About this task – All entries below are to be returned exactly, with pictures left out.

>>

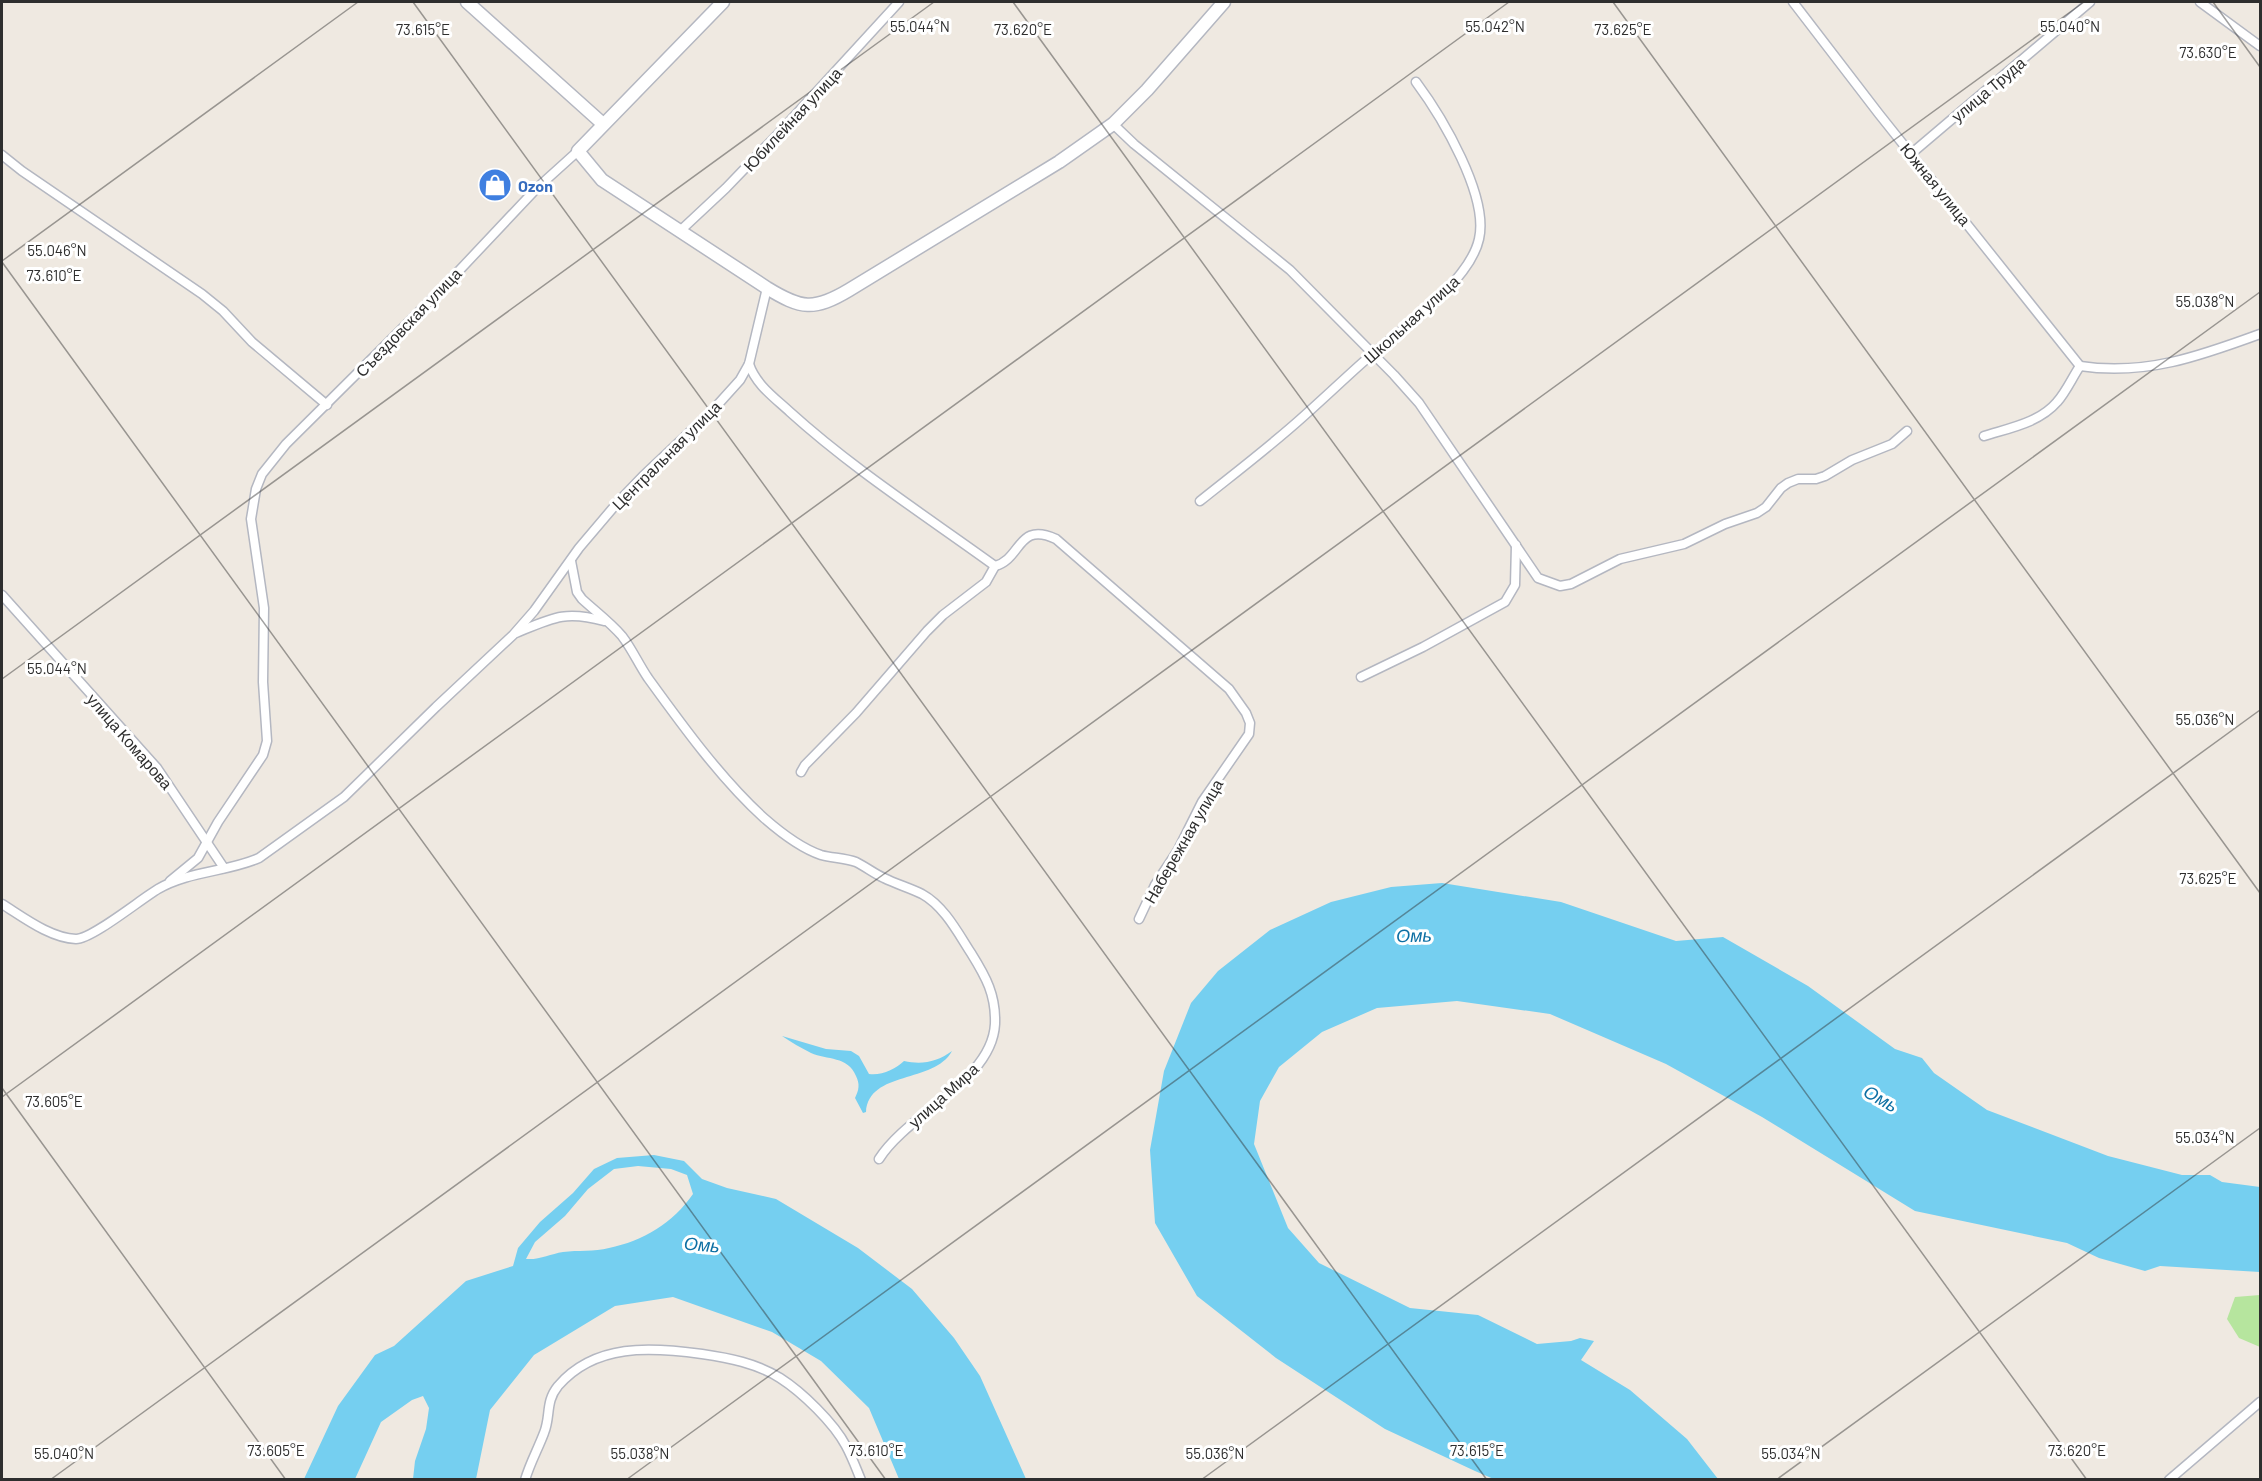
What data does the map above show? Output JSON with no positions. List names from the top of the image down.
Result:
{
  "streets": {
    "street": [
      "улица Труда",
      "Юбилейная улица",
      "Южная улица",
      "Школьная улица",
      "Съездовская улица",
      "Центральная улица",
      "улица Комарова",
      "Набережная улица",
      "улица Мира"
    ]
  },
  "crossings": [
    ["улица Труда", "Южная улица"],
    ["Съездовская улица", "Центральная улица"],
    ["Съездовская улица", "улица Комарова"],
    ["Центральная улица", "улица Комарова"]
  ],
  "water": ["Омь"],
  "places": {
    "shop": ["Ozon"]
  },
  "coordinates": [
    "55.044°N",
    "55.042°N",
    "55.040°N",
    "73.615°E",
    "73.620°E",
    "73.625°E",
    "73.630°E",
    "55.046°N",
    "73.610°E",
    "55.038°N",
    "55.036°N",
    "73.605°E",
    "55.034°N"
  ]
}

<<

Answer to the problem –
What data does the map above show? Output JSON with no positions. List names from the top of the image down.
Result:
{
  "streets": {
    "street": [
      "улица Труда",
      "Юбилейная улица",
      "Южная улица",
      "Школьная улица",
      "Съездовская улица",
      "Центральная улица",
      "улица Комарова",
      "Набережная улица",
      "улица Мира"
    ]
  },
  "crossings": [
    ["улица Труда", "Южная улица"],
    ["Съездовская улица", "Центральная улица"],
    ["Съездовская улица", "улица Комарова"],
    ["Центральная улица", "улица Комарова"]
  ],
  "water": ["Омь"],
  "places": {
    "shop": ["Ozon"]
  },
  "coordinates": [
    "55.044°N",
    "55.042°N",
    "55.040°N",
    "73.615°E",
    "73.620°E",
    "73.625°E",
    "73.630°E",
    "55.046°N",
    "73.610°E",
    "55.038°N",
    "55.036°N",
    "73.605°E",
    "55.034°N"
  ]
}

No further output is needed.